● To do
Would you please return every line from the listing that contains the word "above"?

● Dataset records
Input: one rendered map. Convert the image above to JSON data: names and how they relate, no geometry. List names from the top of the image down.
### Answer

--

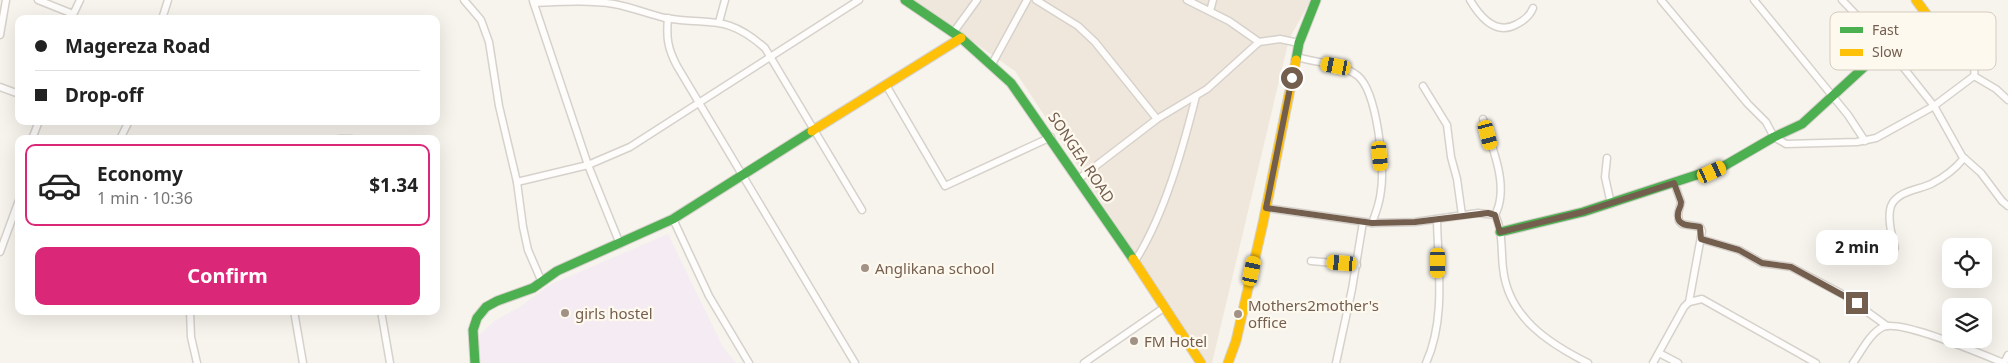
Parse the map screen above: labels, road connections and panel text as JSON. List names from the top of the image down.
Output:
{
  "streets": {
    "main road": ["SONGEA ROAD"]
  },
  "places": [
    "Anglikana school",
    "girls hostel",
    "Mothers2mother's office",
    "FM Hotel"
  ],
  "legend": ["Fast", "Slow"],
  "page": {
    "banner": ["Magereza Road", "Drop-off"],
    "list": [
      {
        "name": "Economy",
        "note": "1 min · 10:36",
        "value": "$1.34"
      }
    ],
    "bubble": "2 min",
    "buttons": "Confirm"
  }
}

● Solution
Input: one rendered map. Convert the image above to JSON data: names and how they relate, no geometry. List names from the top of the image down.
Parse the map screen above: labels, road connections and panel text as JSON. List names from the top of the image down.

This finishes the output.